Отнявъ опять y нея возжи, онъ остановилъ оленей и подалъ ей комъ снѣга.

— Вотъ потрите, да хорошенько, хорошенько!

Она принялась оттирать отмороженную щеку.

— Если бы ты зналъ, какъ это жжетъ!

— Тѣмъ лучше.

— Ну да! Вотъ посмотри: прошло или нѣтъ?

— Прошло, — отвѣчалъ онъ — и, точно на него нашло затмѣніе ума, губы его прикоснулись къ ея щекѣ.

Лилли съ крикомъ выскочила изъ саней и быстрыми шагами пошла обратно въ сторону Петербурга. Не сдѣлала она, однако, и двадцати шаговъ, какъ Самсоновъ въ саняхъ нагналъ уже ее и поѣхалъ рядомъ.

— Простите, Лизавета Романовна, меня окаяннаго! — умолялъ онъ раскаяннымъ тономъ. — Сами вы вѣдь назвали меня Иваномъ-царевичемъ… Словно необоримая сила тутъ меня толкнула… Ну, простите! До Петербурга вѣдь еще верстъ пять…

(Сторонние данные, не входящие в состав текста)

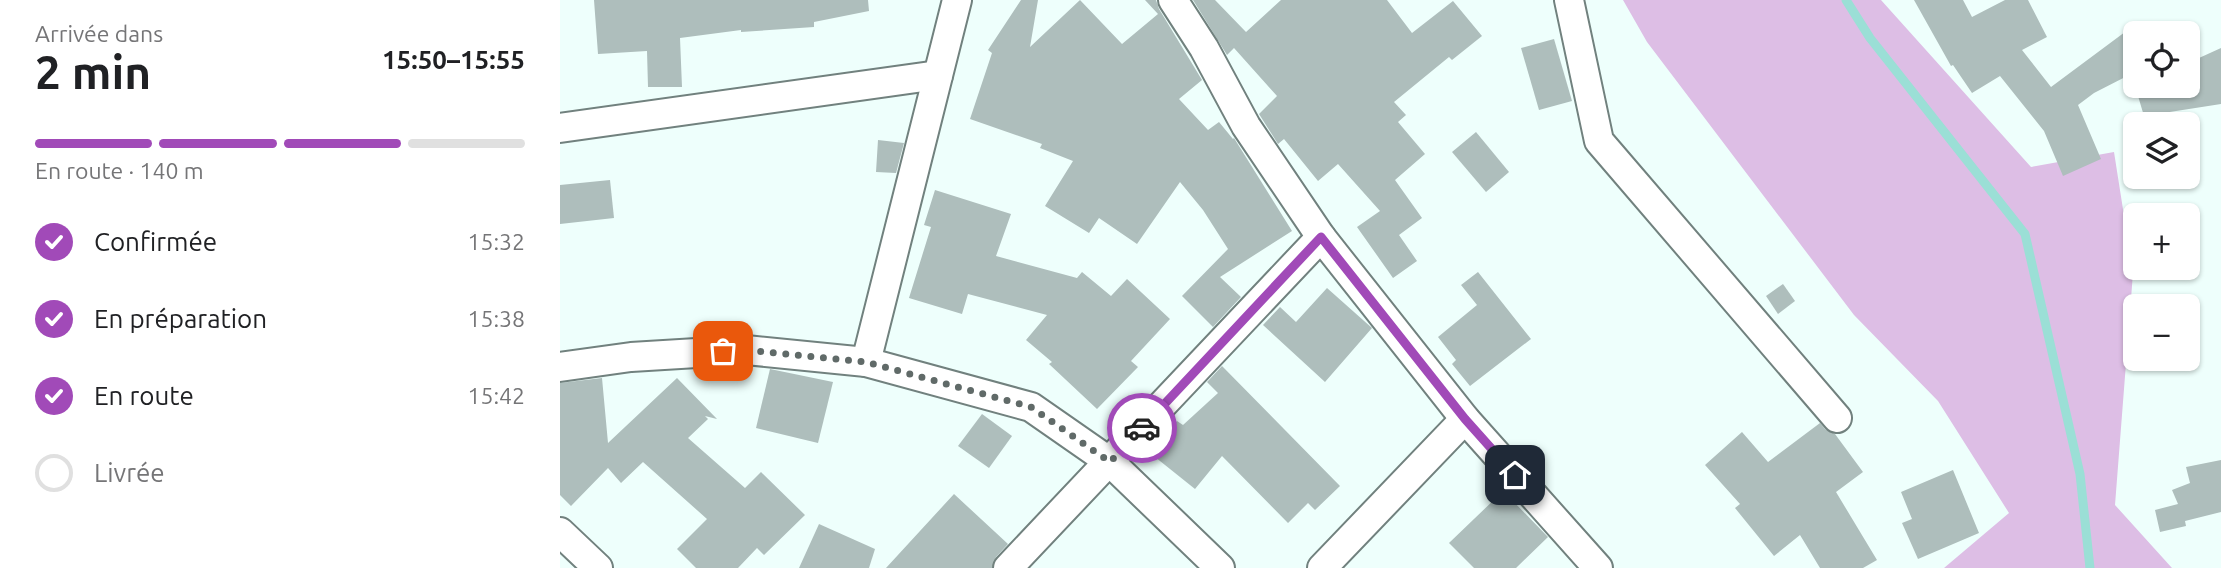 <!DOCTYPE html>
<html lang="fr">
<head>
<meta charset="utf-8">
<style>
	:root { --surface:#fff; --page:#f6f6f6; --text:#202124; --muted:#757577; --line:#e0e0e0; --accent:#a14ab8 }
	body { margin:0; font-family:Ubuntu,sans-serif; background:var(--page); color:var(--text); height:100vh; display:flex; flex-direction:column; font-size:26px; white-space:nowrap }
	* { box-sizing:border-box; margin:0 }
	p { font-size:23px; color:var(--muted) }
	.icon { flex:none; width:38px; height:38px; fill:none; stroke:currentColor; stroke-width:2; stroke-linecap:round; stroke-linejoin:round }
	.map { position:relative; flex:1; overflow:hidden }
	.sheet { display:flex; flex-direction:column; background:var(--surface); width:560px }
	.sheet>* { flex:none }
	.controls { position:absolute; left:1563px; top:21px; display:grid; gap:14px }
	.controls a { display:grid; place-items:center; width:77px; height:77px; border-radius:10px; background:var(--surface); box-shadow:0 2px 5px #0004; font-size:35px }
	.pin { position:absolute; display:grid; place-items:center; width:60px; height:60px; color:#fff; margin:-30px; border-radius:14px; box-shadow:0 4px 10px #0006 }
	.courier { position:absolute; display:grid; place-items:center; width:70px; height:70px; margin:-35px; border:5px solid #a14ab8; border-radius:50%; background:#fff; color:#222; box-shadow:0 2px 9px #0007 }
	.summary em { font-style:normal; font-weight:700 }
	.summary div { display:flex; flex-direction:column-reverse }
	.summary { display:flex; align-items:center; justify-content:space-between; height:119px; padding:0 35px }
	h1 { font-size:46px; font-weight:700; line-height:52px }
	.bar { display:grid; grid-template-columns:repeat(4,1fr); gap:10px 7px; align-content:center; height:84px; padding:0 35px }
	.bar i { height:9px; border-radius:5px; background:var(--line) }
	.bar .current { background:var(--accent) }
	.bar p { grid-column:span 4 }
	ol { padding:0 35px; list-style:none }
	li { display:flex; align-items:center; gap:21px; height:77px }
	li p { margin-inline-start:auto }
	li .icon { padding:7px; border-radius:50%; background:var(--accent); color:#fff; stroke-width:4 }
	li:last-child { color:var(--muted) }
	li i { width:38px; height:38px; border:4px solid var(--line); border-radius:50% }
	main { display:flex; flex:1; min-height:0 }
	.map>svg:first-child { display:block }
</style>
</head>
<body>
<main>
<section class="sheet">
<div class="summary"><div><h1>2 min</h1><p>Arrivée dans</p></div><em>15:50–15:55</em></div>
<div class="bar"><i class="current"></i><i class="current"></i><i class="current"></i><i></i><p>En route · 140 m</p></div>
<ol>
<li><svg class="icon" aria-label="check" viewBox="0 0 24 24"><path d="M5 12l5 5 9-10"/></svg>Confirmée<p>15:32</p></li>
<li><svg class="icon" aria-label="check" viewBox="0 0 24 24"><path d="M5 12l5 5 9-10"/></svg>En préparation<p>15:38</p></li>
<li><svg class="icon" aria-label="check" viewBox="0 0 24 24"><path d="M5 12l5 5 9-10"/></svg>En route<p>15:42</p></li>
<li><i></i>Livrée</li>
</ol>
</section>
<div class="map">
<svg width="1661" height="568" viewBox="0 0 1661 568">
	<rect width="100%" height="100%" fill="#eefffc"/>
	<path fill="#ddbee5" d="M1063,0H1321L1471,167L1554,152L1573,273L1555,505L1612,568H1384L1449,513L1378,401L1294,315L1087,42Z"/>
	<g fill="none" stroke-linecap="round" stroke-linejoin="round">
		<path stroke="#9bdfd6" stroke-width="9" d="M1286,0L1310,38L1465,234L1520,474L1530,568"/>
	</g>
	<g fill="#aebebc">
		<path d="M34,0H308L309,11L254,22V27L181,32V30L120,38L122,87H88L87,51L38,54Z"/>
		<path d="M461,0H478L470,47L520,0L562,44L598,14L585,0H596L599,9L642,80L619,99L648,130L659,122L673,139L674,138L732,231L660,277L681,297L653,327L622,296L668,249L643,210L620,182L577,244L539,218L529,233L485,206L513,161L480,148L482,144L410,119L432,53L428,50Z"/>
		<path d="M633,0H655L686,32L721,0H827L852,33L893,1L922,36L892,60L889,57L834,102L846,115L838,122L865,154L835,180L862,218L839,235L857,261L833,278L797,227L820,211L778,164L758,181L724,139L718,144L699,114L717,96L674,48L667,55Z"/>
		<path d="M1354,0H1403L1412,17L1445,0H1468L1487,37L1462,50L1491,87L1565,32L1575,53V72L1534,93L1518,105L1541,159L1503,176L1484,131L1440,76L1412,93L1393,65L1391,66Z"/>
		<path d="M994,39L1012,101L979,110L961,48Z"/>
		<path d="M1661,48V104L1584,116L1575,86H1628V63Z"/>
		<path d="M916,132L949,172L926,192L892,152Z"/>
		<path d="M318,140L344,143L336,173L316,172Z"/>
		<path d="M50,180L54,218L0,224V185Z"/>
		<path d="M375,190L451,214L436,256L517,278L522,272L551,296L567,279L610,319L571,361L578,367L537,409L489,364L492,362L466,340L487,315L408,294L402,314L349,298L371,227L364,225Z"/>
		<path d="M918,272L971,339L910,386L892,364L896,360L878,337L917,305L901,285Z"/>
		<path d="M1223,284L1235,301L1218,314L1206,296Z"/>
		<path d="M767,288L812,328L765,382L703,325L720,307L736,322Z"/>
		<path d="M662,366L780,486L755,510L748,503L728,523L662,456L635,489L590,453L617,421L623,425L658,393L647,382Z"/>
		<path d="M210,369L273,382L258,443L196,428Z"/>
		<path d="M42,378L48,443L117,378L157,419L145,416L148,419L128,438L185,488L201,472L245,515L204,555L197,548L178,568H136L117,549L147,519L83,462L61,483L48,468L11,506L0,495V383Z"/>
		<path d="M422,414L452,436L429,468L398,446Z"/>
		<path d="M1260,423L1265,429L1275,434L1303,472L1276,492L1317,560L1303,568H1260L1240,535L1214,556L1175,508L1180,504L1145,465L1182,432L1208,462Z"/>
		<path d="M1661,460V512L1625,521L1626,526L1600,532L1595,510L1618,504L1612,490L1630,483L1626,467Z"/>
		<path d="M1393,470L1419,533L1358,559L1342,523L1352,519L1341,492Z"/>
		<path d="M394,494L448,544L436,557L432,568H326Z"/>
		<path d="M939,495L947,504L951,499L988,537L956,568H914L889,543Z"/>
		<path d="M259,524L315,549L309,568H239Z"/>
	</g>
	<g fill="none" stroke-linecap="round" stroke-linejoin="round">
		<g stroke="#71817e" stroke-width="32">
			<g id="minor">
				<path d="M613,0L644,48L686,126L761,237L905,419L1038,568"/>
				<path d="M1009,0L1039,141L1277,418"/>
				<path d="M0,128L378,75"/>
				<path d="M306,362L397,0"/>
				<path d="M0,367L71,357L186,350L306,362L471,407L550,462L660,568"/>
				<path d="M0,532L38,568"/>
				<path d="M448,568L761,237"/>
				<path d="M762,568L905,419"/>
			</g>
		</g>
		<use href="#minor" stroke="#fff" stroke-width="28"/>
	</g>
	<g fill="none" stroke-linecap="round" stroke-linejoin="round">
		<path stroke="#606a68" stroke-width="7" stroke-dasharray="0 12.6" d="M163,351L186,350L306,362L471,407L550,462L582,428"/>
		<path stroke="#a14ab8" stroke-width="9" d="M582,428L761,237L905,419L955,475"/>
	</g>
</svg>
<div class="controls">
<a><svg class="icon" aria-label="locate" viewBox="0 0 24 24"><circle cx="12" cy="12" r="6"/><path d="M12 2v4M12 18v4M2 12h4M18 12h4"/></svg></a>
<a><svg class="icon" aria-label="layers" viewBox="0 0 24 24"><path d="M12 4l9 5-9 5-9-5zM3 14l9 5 9-5"/></svg></a>
<a>+</a>
<a>−</a>
</div>
<div class="pin" style="left:163px;top:351px;background:#ea580c"><svg class="icon" aria-label="bag" viewBox="0 0 24 24"><path d="M5 8h14l-1 12H6zM9 8a3 3 0 0 1 6 0"/></svg></div>
<div class="pin" style="left:955px;top:475px;background:#1f2937"><svg class="icon" aria-label="home" viewBox="0 0 24 24"><path d="M3 11l9-7 9 7M6 9v11h12V9"/></svg></div>
<div class="courier" style="left:582px;top:428px"><svg class="icon" aria-label="car" viewBox="0 0 24 24"><path d="M5 17H2v-5l4-1 3-4h7l3 4 3 1v5h-3M9 17h6M6 11h13"/><circle cx="7" cy="17" r="2"/><circle cx="17" cy="17" r="2"/></svg></div>
</div>
</main>
</body>
</html>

Она, не отвѣчая, ускорила только шаги.

— Ну, будьте умненькой, сядьте! — продолжалъ онъ. — Я самъ, повѣрьте, еще больше васъ терзаюсь. До города я ни разу на васъ глазъ не подниму, ни словомъ не промолвлюсь. Все равно вѣдь не дойдете и въ пути еще замерзнете.

Послѣдній аргументъ былъ настолько убѣдителенъ, что она, попрежнему не удостоивая его отвѣта, рѣшилась, однако, сѣсть, дала и обложить себѣ опять ноги теплымъ оленьимъ мѣхомъ.

Не слыша уже ни гика, ни свиста, олени затрусили мелкой рысцой. Самсоновъ еле шевелилъ возжами, а Лилли уткнулась лицомъ въ свою муфту. Вся зимняя картина кругомъ разомъ перемѣнилась. Отъ догорающаго заката они повернули обратно къ сумеречной тьмѣ, и чѣмъ дальше, тѣмъ глубже погружались въ эту безпросвѣтную тьму. Потухло совершенно и свѣтлорадостное возбужденіе на душѣ y Лилли, но гнѣвъ ея также остылъ и уступилъ мѣсто болѣе спокойному разсужденію:

"Назвала его Иваномъ-царевичемъ, а онъ сей часъ и вообразилъ ужъ… Вотъ глупый-то! Подѣломъ вору и мука."

Вдали замелькали огоньки Петербурга, а немного погодя на вспыхивающемъ горящею нефтью фонъ Ледяного дома вырисовался и темный силуэтъ Исаакіевскаго моста. Мысли Лилли невольно перенеслись къ новобрачнымъ въ Ледяномъ домѣ, и сердечко ея наполнилось жалостью.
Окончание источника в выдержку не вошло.